November 03, 2007 – Comments (1) | RELATED TICKERS: MO

For my first blog post ever, I would like to share an investment case that I've been working on for Philip Morris International and Altria with everyone.  Enjoy and let me know what you think.


PMI / Altria: Poised to Smoke the Market


Company: Altria Group Inc. (MO)

Price: $70.50 (10/19/2007)

Shares Outstanding: 2.11 Billion


Shareholders are Poised to Benefit from the PMI Spin-Off In August 2007, Altria (MO) announced that it was considering spinning off its international operations. It made its decision to proceed with the spin-off official on September 27th when it filed a preliminary registration statement with the SEC. The company expects to announce additional details of the transaction, including its exact timing at a meeting on January 30, 2008. By purchasing MO now, you guarantee that you will receive shares in PMI when it hits the market.

Why would you want to buy shares in Altria before the spin-off? Because spin-offs consistently outperform the market. In his book “You Can be a Stock Market Genius” Joel Greenblat referenced a study that was conducted several years ago by Penn State University (go Lions!) which looked at spin-offs that occurred over a twenty-five year period ending in 1988. The study found that stocks of spun-off companies outperformed the S&P 500 by approximately 10% per year during their first three years as independently traded entities. Even the stock of the original parent companies did well, outperforming the S&P 500 by 6% annually during the same three year period.

Theoretically, if one picks stocks out of the sub-set of spin-offs that have other attractive characteristics they can do even better than outperform the S&P 500 by 10%. Spun-off companies that have insiders with a high level of ownership or stock options tend to perform even better than those that do not. If we take a look at Form 10 that PMI filed with the SEC when it announced its plan to break away from Altria, we find evidence that it will have this sort of insider ownership. In the section titled “Reasons for the Distribution” it states that the spin-off will provide “tighter alignment of compensation and rewards with the performance of each entity.” This just the sort of incentive for management that investors should look for, their interests are directly aligned with those of shareholders.

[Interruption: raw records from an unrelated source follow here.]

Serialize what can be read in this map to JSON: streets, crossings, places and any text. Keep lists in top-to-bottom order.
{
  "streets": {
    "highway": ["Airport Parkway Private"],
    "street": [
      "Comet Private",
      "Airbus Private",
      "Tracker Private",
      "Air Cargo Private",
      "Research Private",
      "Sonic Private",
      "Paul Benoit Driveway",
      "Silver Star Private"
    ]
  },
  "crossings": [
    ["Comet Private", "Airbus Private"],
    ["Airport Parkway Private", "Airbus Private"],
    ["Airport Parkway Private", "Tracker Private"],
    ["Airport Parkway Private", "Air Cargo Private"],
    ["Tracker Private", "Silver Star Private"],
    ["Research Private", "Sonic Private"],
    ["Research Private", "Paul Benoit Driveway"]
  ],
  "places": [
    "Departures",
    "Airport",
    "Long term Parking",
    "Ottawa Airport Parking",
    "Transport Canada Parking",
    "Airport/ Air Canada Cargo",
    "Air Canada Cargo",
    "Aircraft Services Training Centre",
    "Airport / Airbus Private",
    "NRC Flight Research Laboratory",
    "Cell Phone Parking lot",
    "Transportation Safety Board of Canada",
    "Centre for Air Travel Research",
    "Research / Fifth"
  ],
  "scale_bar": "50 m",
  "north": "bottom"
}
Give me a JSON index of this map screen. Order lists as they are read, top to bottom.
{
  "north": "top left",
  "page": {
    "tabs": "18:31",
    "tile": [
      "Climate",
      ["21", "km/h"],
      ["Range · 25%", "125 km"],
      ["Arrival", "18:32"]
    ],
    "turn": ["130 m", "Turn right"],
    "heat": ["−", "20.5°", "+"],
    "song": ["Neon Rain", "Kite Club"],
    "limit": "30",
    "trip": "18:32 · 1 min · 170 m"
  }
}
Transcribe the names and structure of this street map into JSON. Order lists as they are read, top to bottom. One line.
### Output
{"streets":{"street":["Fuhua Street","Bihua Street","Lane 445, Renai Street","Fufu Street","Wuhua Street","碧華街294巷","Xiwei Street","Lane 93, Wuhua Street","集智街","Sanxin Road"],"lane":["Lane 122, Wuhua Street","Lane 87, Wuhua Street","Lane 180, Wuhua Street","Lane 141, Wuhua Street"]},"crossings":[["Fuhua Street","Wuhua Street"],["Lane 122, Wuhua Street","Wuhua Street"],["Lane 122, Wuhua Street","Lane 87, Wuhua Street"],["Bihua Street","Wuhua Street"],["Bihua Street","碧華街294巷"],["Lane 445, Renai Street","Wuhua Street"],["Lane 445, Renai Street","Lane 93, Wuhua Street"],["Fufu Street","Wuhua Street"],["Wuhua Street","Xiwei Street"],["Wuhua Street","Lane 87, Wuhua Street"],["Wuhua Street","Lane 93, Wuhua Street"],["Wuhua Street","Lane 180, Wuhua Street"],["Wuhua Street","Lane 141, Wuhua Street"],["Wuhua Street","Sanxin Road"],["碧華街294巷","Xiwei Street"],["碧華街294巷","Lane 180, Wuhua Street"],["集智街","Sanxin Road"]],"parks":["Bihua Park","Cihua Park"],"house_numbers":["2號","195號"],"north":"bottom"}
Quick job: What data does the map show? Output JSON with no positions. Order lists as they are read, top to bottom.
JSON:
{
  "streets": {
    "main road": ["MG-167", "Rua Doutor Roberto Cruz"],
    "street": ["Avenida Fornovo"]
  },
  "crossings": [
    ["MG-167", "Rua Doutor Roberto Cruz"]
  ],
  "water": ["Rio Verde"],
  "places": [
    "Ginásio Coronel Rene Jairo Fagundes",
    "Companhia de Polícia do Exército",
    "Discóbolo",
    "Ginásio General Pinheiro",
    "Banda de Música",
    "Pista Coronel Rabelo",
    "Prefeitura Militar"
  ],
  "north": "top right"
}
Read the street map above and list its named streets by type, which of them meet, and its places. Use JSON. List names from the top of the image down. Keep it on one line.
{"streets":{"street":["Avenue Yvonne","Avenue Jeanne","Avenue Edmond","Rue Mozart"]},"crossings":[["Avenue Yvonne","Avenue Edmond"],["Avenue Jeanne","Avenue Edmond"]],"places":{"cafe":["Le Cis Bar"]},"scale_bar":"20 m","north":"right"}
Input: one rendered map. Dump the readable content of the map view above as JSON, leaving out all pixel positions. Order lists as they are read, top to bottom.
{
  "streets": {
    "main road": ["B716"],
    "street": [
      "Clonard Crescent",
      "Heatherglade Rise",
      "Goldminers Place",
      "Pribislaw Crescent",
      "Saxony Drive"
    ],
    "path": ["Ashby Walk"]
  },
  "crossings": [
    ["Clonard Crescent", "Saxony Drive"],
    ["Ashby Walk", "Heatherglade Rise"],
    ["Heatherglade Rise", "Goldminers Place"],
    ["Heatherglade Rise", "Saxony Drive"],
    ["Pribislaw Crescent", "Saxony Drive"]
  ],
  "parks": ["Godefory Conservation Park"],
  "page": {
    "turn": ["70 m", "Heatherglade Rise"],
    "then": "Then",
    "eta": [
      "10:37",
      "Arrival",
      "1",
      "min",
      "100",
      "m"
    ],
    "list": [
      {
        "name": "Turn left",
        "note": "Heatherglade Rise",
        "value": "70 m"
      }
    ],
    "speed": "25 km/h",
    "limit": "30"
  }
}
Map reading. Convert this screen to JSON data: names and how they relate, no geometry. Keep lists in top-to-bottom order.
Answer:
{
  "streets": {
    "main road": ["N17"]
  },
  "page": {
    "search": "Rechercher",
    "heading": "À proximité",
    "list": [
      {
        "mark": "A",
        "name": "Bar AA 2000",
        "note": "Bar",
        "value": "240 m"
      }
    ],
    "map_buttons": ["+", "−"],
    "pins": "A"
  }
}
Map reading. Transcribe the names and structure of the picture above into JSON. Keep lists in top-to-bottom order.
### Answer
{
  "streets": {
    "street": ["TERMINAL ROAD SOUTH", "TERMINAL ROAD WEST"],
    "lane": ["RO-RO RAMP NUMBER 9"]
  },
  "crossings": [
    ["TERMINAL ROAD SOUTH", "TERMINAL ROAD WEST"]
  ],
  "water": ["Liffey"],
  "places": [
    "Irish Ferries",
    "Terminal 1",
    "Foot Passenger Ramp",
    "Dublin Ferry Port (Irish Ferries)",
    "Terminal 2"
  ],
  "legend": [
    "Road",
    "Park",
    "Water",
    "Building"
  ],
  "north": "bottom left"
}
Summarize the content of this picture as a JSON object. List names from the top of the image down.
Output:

Another one of the “Reasons for the Distribution” listed in this section of the filing is “greater transparency leading to the elimination of the sum-of-the-parts discount under which Altria’s common stock has typically traded essentially as if it were solely a U.S. tobacco company.” Altria currently trades at a P/E of 14 (as of 10/19/2007). This is a discount to other companies in the sector, such as British American Tobacco (BTI) with its price to earnings ratio of 18. According to Yahoo!, the average P/E for cigarette manufacturers is over 17. By purchasing Altria now, we are getting shares in the leading domestic manufacturer of cigarettes and shares of an international powerhouse that has lots of room to grow at a discount to the rest of the industry. Many investors will be willing to pay a higher premium for PMI with its higher growth rate and with the threat of litigation in the U.S. removed.


About the Company

Altria is made up of four main parts:

- Philip Morris USA which manufactures and sells cigarettes and other tobacco products in the United States.

- Philip Morris International which manufactures and sells cigarettes and other tobacco products outside of the U.S.

- Philip Morris Capital Corporation which has a portfolio that consists of leveraged and direct finance lease investments in domestic and international assets such as power generation assets, manufacturing facilities, aircraft, and real estate.

- A 28.6% economic and voting interest in SABMiller, which manufacturers and distributes beer in the U.S. and abroad.


Company History

Although the Altria Group, Inc. was only officially formed in 1985, the companies that it owns have a history that dates back more than 150 years. The first piece was created in 1847 when Philip Morris, Esq., a tobacconist and importer of cigars, opened a shop on Bond Street in London. In 1854 he began manufacturing his own cigarettes.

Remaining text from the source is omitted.